Toutefois, «si le Sénégal a perdu autant de places (24), c’est parce que Reporters sans frontières a changé sa méthodologie de calcul. Ce classement est le premier après le changement des critères d’évaluation basés sur cinq indicateurs que sont le contexte politique, le cadre légal le contexte économique, le contexte socioculturel et la sécurité», précise-t-il.

Dans l’optique de cerner les aspects précis qui ont conduit à ce classement, M. Mine énumère quelque cas de figure à savoir l’agression, dans le temps évaluée, d’une journaliste de Dakaractu, morts dans l’exercice de leur fonction des reporters de Leral TV, la détention du journaliste de Walfadjri, le saccage des locaux de la TFM, les voitures incendiées de reporters de la RFM et, in  fine, le signal de Walfadjri et de la Sen TV qui avait été coupé par le CNRA.

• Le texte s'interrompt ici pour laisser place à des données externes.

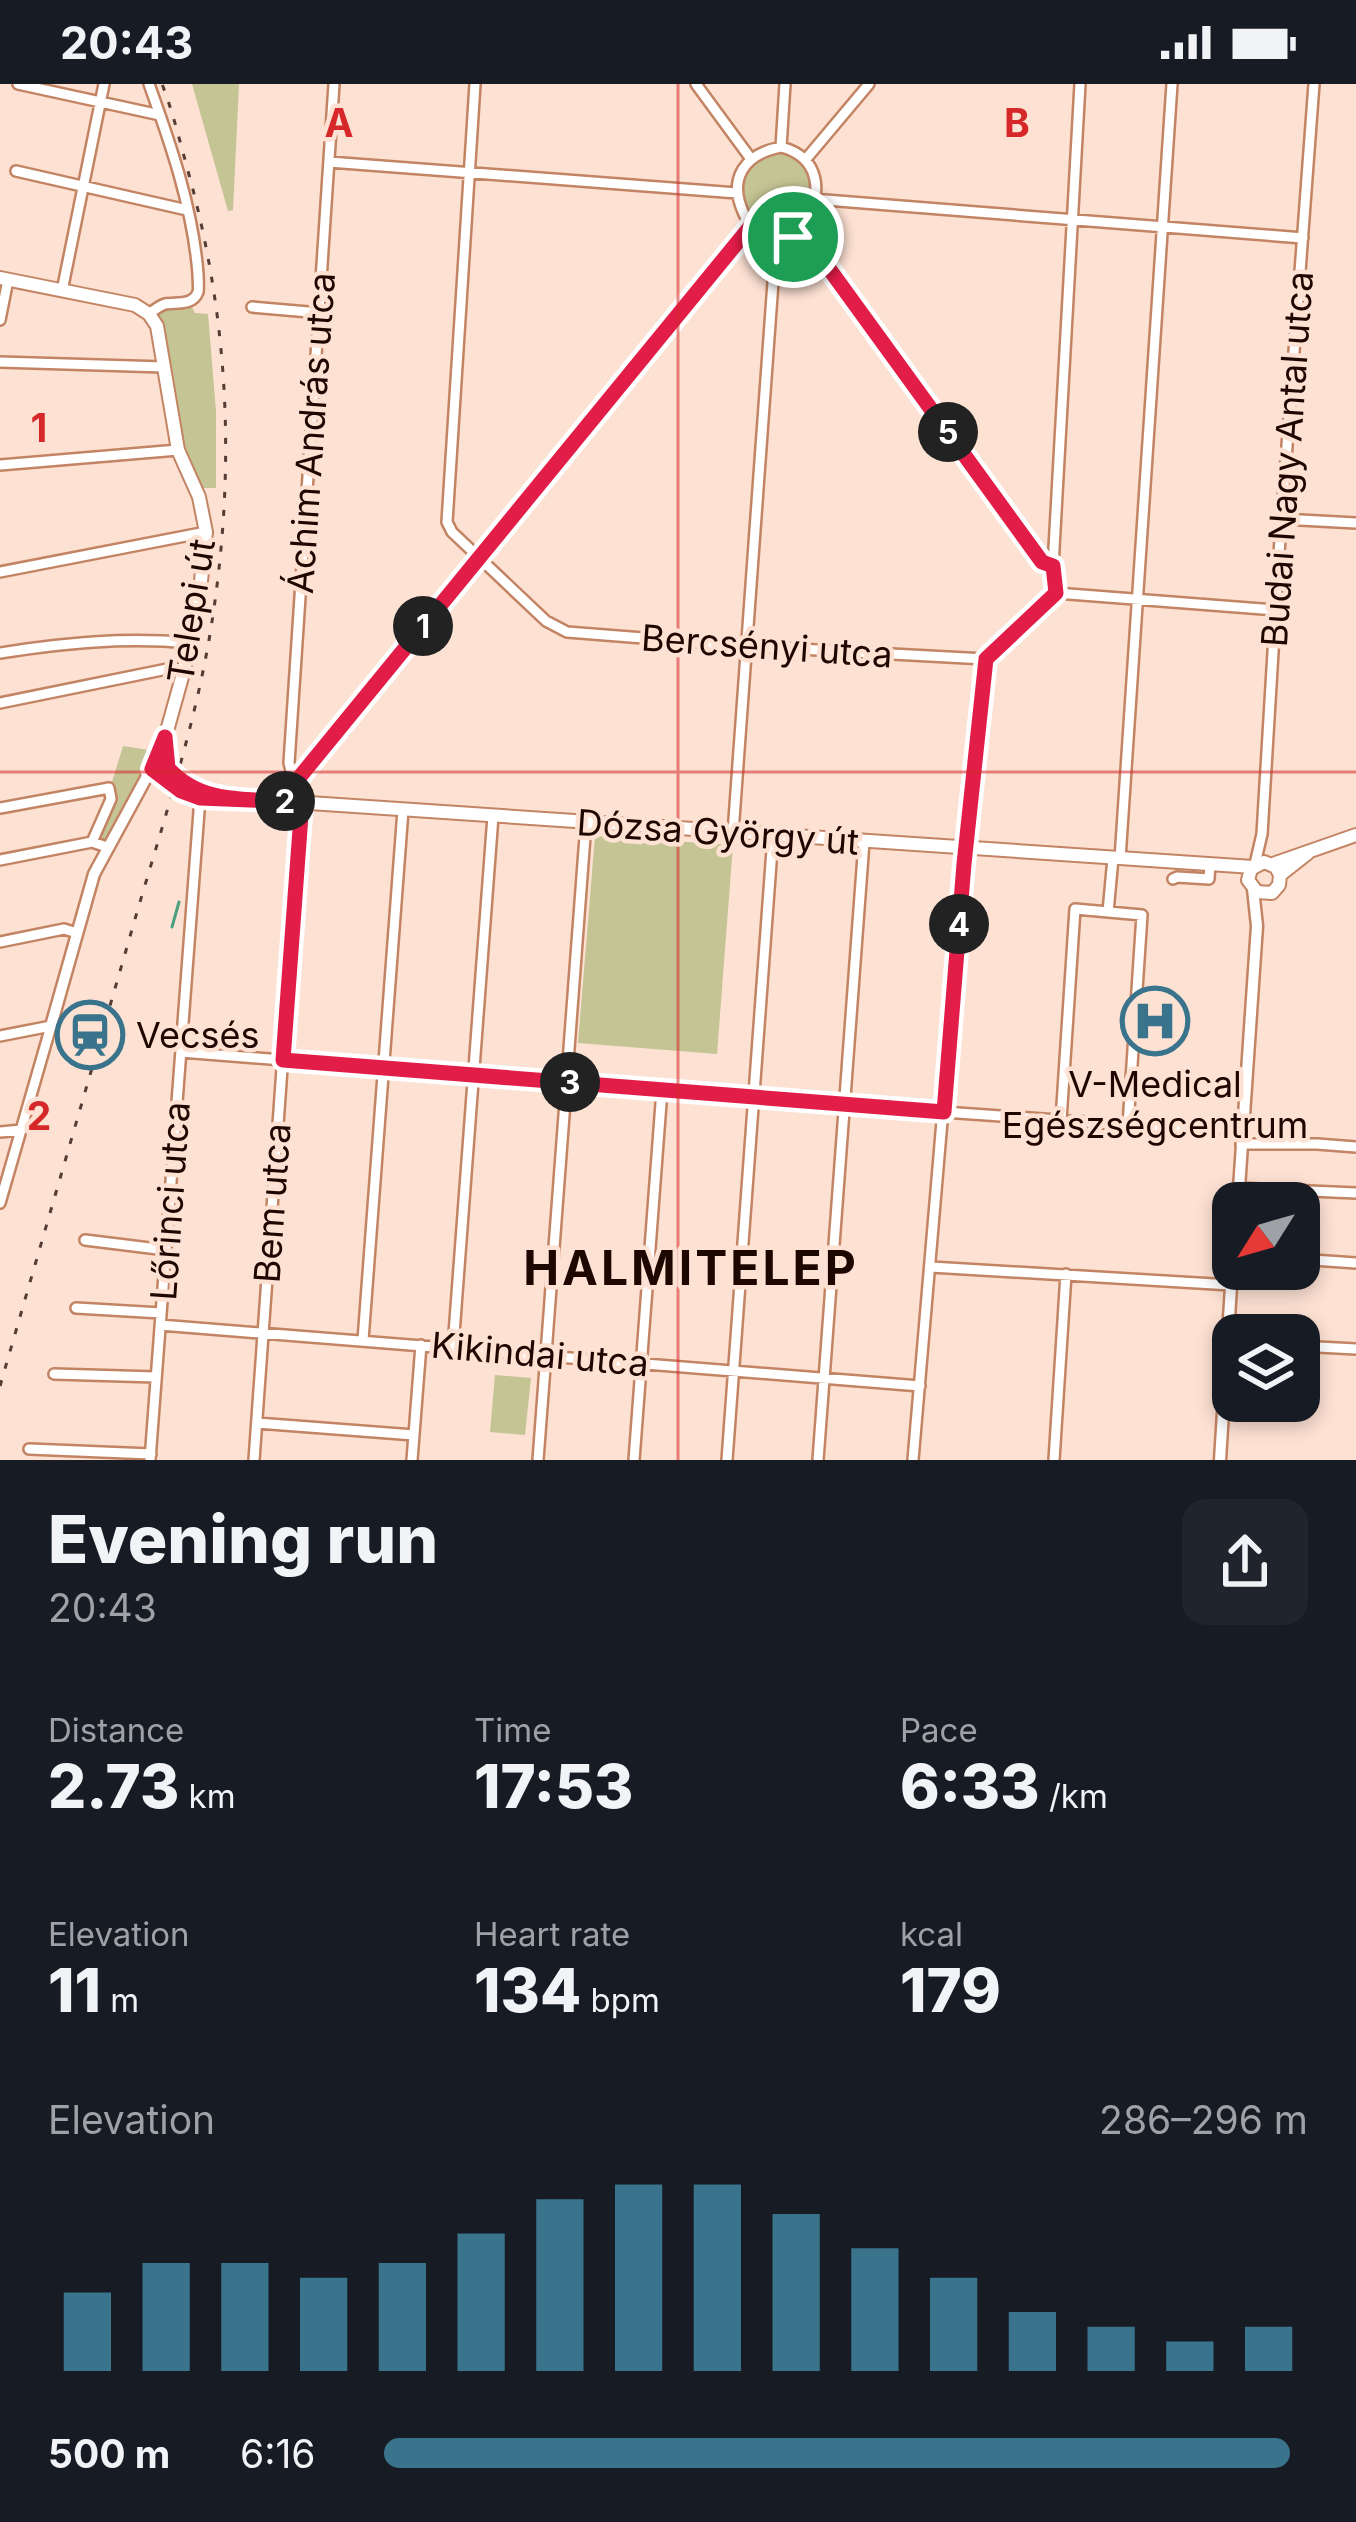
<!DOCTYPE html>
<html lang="en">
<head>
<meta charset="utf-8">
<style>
  :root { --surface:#171b24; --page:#20242c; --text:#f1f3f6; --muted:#9ea1a6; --accent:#39748c }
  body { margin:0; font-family:Inter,sans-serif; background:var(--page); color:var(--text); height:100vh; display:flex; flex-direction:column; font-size:45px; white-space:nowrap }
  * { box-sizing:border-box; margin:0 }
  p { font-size:39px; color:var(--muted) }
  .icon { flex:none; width:66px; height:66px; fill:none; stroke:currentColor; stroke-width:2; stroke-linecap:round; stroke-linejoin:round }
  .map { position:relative; height:1376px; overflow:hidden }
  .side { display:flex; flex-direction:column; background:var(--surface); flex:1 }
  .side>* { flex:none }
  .needle { width:78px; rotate:233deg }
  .fabs { position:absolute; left:1212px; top:1098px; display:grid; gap:24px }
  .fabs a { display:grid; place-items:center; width:108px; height:108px; border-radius:24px; background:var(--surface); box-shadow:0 6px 18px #0003; font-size:60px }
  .pin { position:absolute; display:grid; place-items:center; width:102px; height:102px; color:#fff; margin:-51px; border:6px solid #fff; border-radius:50%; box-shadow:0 3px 12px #0007 }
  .km { position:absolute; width:60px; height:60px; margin:-30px; border-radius:50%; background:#222; color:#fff; font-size:33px; line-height:60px; text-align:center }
  .round { display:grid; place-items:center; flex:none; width:126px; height:126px; border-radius:24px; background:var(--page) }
  .overview { display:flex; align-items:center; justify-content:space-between; height:204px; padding:0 48px }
  h1 { font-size:66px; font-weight:800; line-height:90px }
  .figures { display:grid; grid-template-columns:repeat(3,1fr); gap:18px; height:204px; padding:12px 48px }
  .figures div { display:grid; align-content:center }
  .figures b { font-size:60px; font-weight:800 }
  .figures small { font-size:33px; font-weight:400 }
  .figures p { font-size:33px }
  .chart { height:336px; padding:24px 48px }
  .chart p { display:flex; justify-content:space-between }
  .chart svg { width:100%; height:216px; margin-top:12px; stroke:var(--accent); stroke-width:6 }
  ul { padding:0 48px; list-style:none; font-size:39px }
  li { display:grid; grid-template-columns:192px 144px 1fr; align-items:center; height:90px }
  li i { height:30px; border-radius:15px; background:var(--accent) }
  .status { display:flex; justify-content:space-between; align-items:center; height:84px; padding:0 60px; background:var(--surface); direction:ltr }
  .status svg { height:33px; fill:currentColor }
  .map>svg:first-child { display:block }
  .green { fill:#c4c494 }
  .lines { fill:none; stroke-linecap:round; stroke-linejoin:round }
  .stream { stroke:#4b9f81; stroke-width:3 }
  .minor-casing { stroke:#c38464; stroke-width:14 }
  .tertiary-casing { stroke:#c38464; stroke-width:15 }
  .secondary-casing { stroke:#c38464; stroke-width:16 }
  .minor { stroke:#fff; stroke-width:9 }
  .tertiary { stroke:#fff; stroke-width:10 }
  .secondary { stroke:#fff; stroke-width:12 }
  .rail { stroke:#553c34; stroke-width:3; stroke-dasharray:6 12; stroke-linecap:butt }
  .route-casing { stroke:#fff; stroke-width:24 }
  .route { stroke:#e11d48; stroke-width:15 }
  .grid { fill:none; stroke:#d62828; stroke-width:3; stroke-opacity:0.55 }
  .labels { text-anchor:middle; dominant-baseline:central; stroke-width:9; stroke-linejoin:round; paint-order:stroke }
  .street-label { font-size:36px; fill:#1e0700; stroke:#fde1d3 }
  .poi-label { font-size:36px; fill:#1e0700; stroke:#fde1d3; text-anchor:start }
  .district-label { font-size:48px; font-weight:bold; letter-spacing:3px; fill:#1e0700; stroke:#fde1d3 }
  .grid-label { font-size:39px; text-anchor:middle; font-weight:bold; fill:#d62828; stroke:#fde1d3; stroke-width:9; stroke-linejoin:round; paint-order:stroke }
</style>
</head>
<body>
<div class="status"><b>20:43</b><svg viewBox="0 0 49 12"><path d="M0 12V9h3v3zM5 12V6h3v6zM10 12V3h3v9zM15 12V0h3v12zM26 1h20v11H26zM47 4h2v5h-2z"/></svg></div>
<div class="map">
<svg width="1356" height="1376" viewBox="0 0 1356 1376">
  <rect width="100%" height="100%" fill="#fde1d3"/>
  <path class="green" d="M192 0H239L233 126 228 127Z
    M776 67C785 69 795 70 802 77 827 104 790 185 751 133 739 117 740 85 759 74 764 70 770 69 776 67Z
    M190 219 195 229 208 230 216 327V404H202L181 359 158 232 152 224Z
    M123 662 155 667 108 756 103 757 97 753 114 715 112 698Z
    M595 752 733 761 717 970 578 959Z
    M495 1291 531 1294 525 1351 490 1348Z"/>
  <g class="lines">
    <path class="stream" d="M172 843 179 818"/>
    <defs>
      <path id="minor" d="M18 0 160 31
        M149 0C171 61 193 125 198 190 198 193 199 206 198 208 193 222 176 218 165 220 159 222 154 226 149 230
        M475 0 447 438 452 448 546 537 567 548 745 562 985 575 1056 509
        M696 0 751 75
        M781 63C862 84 781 211 744 130 727 94 745 70 781 63Z
        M781 63 785 0
        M806 75 869 0
        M329 78 737 109
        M16 87 187 126
        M813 115 1303 154
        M801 146 1043 478 1053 482
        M62 207 104 0
        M252 223 320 229
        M0 236 8 196
        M0 278 164 283
        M0 381 178 366
        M1282 435 1356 439
        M0 488 206 448
        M1056 509 1053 482 1080 0
        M1056 509 1276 526
        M0 569C64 559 124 553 190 559
        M0 619 172 584 184 586
        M298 695 292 690 289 679 334 0
        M291 718 292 707 298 695 750 144
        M0 724 109 704 111 715 92 758
        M733 749 776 157
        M1120 775 1172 0
        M0 776 92 758 107 763
        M1255 780 1262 750 1279 469 1314 0
        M1173 795 1177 793 1209 795 1210 780
        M1108 828 1113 774
        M0 858 64 845 77 849
        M0 952 51 942 0 1119
        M181 968 944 1028 1128 1041 1242 1045
        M1061 1036 1075 825 1142 831 1128 1041
        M0 1048 21 1046
        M1241 1060H1317L1356 1063
        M1239 1104 1356 1109
        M85 1156 166 1166
        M1299 1175 1356 1179
        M931 1183 1231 1201
        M76 1224 161 1229
        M160 1241 920 1302
        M363 1256 403 726
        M1299 1262 1356 1265
        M453 1263 493 732
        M54 1290 156 1293
        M257 1339 414 1351
        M29 1365 151 1370
        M150 1376 200 714
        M254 1376 301 719
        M412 1376 421 1261
        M538 1376 586 739
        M634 1376 662 1006
        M727 1376 773 752
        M818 1376 864 758
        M913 1376 964 780 985 575
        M1054 1376 1066 1190"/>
      <path id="tertiary" d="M51 942 94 790 151 685
        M1238 1119 1257 842 1253 805
        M1220 1376 1233 1171"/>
      <path id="secondary" d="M0 194 135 221 149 230 157 242 178 366 199 413 206 448 201 497 184 586 165 654 151 685
        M168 684 190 704
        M151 685 193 713 280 717 1253 783
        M1273 780 1356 751
        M1280 791 1276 783 1264 778 1251 785 1248 796 1257 808 1272 809 1279 801 1280 791 1308 769"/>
    </defs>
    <use href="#minor" class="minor-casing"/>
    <use href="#tertiary" class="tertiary-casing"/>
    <use href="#secondary" class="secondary-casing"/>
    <use href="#minor" class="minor"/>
    <use href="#tertiary" class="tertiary"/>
    <use href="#secondary" class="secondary"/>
    <path class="rail" d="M0 1302C43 1153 86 1005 129 856 157 757 191 658 209 556 236 397 231 243 188 87 180 58 173 28 162 0"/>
  </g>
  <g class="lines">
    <defs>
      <path id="route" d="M793 153C776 160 764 154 750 143L298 695 292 707 291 718C246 714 201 721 168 684L165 653 152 685 181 707 200 714 302 718 283 976 944 1028 964 780 986 575 1056 509 1053 482 1042 478 801 146 793 153"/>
    </defs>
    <use href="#route" class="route-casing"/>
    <use href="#route" class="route"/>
  </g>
  <path class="grid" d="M678 0V1376M0 688H1356"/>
  <defs>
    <symbol id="hospital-ring" viewBox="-11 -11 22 22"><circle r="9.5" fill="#fde1d3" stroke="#39748c" stroke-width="1.5"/><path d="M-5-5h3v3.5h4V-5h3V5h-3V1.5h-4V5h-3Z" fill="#39748c"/></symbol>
    <symbol id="station-ring" viewBox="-11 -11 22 22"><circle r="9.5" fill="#fde1d3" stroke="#39748c" stroke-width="1.5"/><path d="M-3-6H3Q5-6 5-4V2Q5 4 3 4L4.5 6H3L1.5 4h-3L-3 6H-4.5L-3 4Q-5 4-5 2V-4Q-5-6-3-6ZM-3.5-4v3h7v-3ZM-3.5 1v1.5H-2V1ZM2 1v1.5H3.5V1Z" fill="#39748c"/></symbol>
  </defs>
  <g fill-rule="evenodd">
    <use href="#hospital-ring" x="1117" y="899" width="76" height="76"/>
    <use href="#station-ring" x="52" y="913" width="76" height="76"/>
  </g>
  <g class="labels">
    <g class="street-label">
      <text transform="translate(311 349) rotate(-86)">Áchim András utca</text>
      <text transform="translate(1287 375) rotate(-86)">Budai Nagy Antal utca</text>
      <text transform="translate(191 527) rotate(-81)">Telepi út</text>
      <text transform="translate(767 562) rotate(4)">Bercsényi utca</text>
      <text transform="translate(718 748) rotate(4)">Dózsa György út</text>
      <text transform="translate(170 1117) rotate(-86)">Lőrinci utca</text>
      <text transform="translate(272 1119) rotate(-86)">Bem utca</text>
      <text transform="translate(540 1270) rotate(5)">Kikindai utca</text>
    </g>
    <g class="poi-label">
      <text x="136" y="951">Vecsés</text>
      <text x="1155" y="1000" text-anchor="middle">V-Medical<tspan x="1155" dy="41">Egészségcentrum</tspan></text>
    </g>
    <g class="district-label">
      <text x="691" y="1183">HALMITELEP</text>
    </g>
  </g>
  <g class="grid-label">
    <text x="339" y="53">A</text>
    <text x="1017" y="53">B</text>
    <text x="39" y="358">1</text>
    <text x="39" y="1046">2</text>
  </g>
</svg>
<div class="fabs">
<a><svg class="needle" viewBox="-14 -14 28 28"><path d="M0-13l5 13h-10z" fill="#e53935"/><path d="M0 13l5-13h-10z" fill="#9ea1a6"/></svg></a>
<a><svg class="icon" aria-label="layers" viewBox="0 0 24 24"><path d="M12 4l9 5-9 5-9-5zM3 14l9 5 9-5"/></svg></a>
</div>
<div class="pin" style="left:793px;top:153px;background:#1e9e55"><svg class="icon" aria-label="arrive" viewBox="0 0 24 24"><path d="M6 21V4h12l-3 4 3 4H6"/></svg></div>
<b class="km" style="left:423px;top:542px">1</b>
<b class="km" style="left:285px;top:717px">2</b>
<b class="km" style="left:570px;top:998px">3</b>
<b class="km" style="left:959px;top:840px">4</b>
<b class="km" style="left:948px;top:348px">5</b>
</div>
<section class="side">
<div class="overview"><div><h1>Evening run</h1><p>20:43</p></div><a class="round"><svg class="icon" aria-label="share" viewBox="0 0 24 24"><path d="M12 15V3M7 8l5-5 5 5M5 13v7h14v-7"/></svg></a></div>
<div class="figures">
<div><p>Distance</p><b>2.73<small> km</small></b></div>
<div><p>Time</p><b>17:53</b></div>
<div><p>Pace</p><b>6:33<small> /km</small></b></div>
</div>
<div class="figures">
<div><p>Elevation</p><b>11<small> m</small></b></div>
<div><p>Heart rate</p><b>134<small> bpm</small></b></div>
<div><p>kcal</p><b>179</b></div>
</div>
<div class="chart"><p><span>Elevation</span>286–296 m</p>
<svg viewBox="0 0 160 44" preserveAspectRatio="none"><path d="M5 44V28M15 44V22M25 44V22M35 44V25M45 44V22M55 44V16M65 44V9M75 44V6M85 44V6M95 44V12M105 44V19M115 44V25M125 44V32M135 44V35M145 44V38M155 44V35"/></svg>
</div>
<ul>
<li><b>500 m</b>6:16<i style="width:98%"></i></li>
</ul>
</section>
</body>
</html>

Pour ce qui est du côté de l’Etat, Daouda Mine recommande la prise en compte de nouveaux critères d’évaluation, d’essayer de corriger les manquements notés afin d’améliorer le classement du Sénégal. L’assurance de la sécurité des journalistes, la dépénalisation des délits de presse, le vote d’une loi sur l’accès à l’information ainsi que la garantie de bonnes conditions de travail contribueront à faciliter le travail des journalistes et à hisser le Sénégal au rang des pays modèles en matière de démocratie et de liberté de la presse.

 

MAMADOU THIOR : «La place du Sénégal dans ce classement est scandaleux car ….»

Il sera rejoint dans ce raisonnement par le président du Conseil pour l’observation des règles d’éthique et de déontologie dans les médias (CORED), Mamadou Thior, qui estime également qu’«Il faut  prendre en considération l’affaire partant des évènements du mois de mars. On a attaqué des maisons de presse et cela ne joue pas en faveur du Sénégal dans le classement de Reporter sans frontière. Et par la suite, il y a eu beaucoup d’intimidation, la presse a été quelque peu diabolisée. Même si les journalistes n’ont pas été amené en justice, on s’en est beaucoup pris à eux».

Il trouve par-dessus la place du Sénégal dans ce classement «scandaleux» car, il reste convaincu que le pays doit figurer dans le top 3 en Afrique de l’Ouest et le top 5 ou 10 en Afrique généralement. Cela ne signifie pas, pour autant, l’inexistence d’une liberté de la presse dans au Sénégal, bien au contraire.

Cependant, dans son analyse, la responsabilité incombe aussi bien à l’Etat qu’aux acteurs du milieu de la presse car «nous devons faire en sorte de donner à la presse un moyen d’épanouissement et de laisser les journalistes faire leur travail. Parce que souvent ce sont des incompréhensions qui amènent certains à s’en prendre à la presse. Nous, les acteurs de media, aussi devons faire notre introspection car des fois nous laissons croire au public que nous sommes partiaux et la presse se doit d’être impartiale dans le traitement de l’information. Elle ne doit être à la solde de qui que ce soit, que ça soit le pouvoir maraboutique, politique ou économique, nous devons rester à équidistance de tous. Et je pense que c’est de cette manière que nous parviendrons à replacer le Sénégal dans le top 3 en Afrique de l’Ouest et dans le top 10 en Afrique», a-t-il martelé.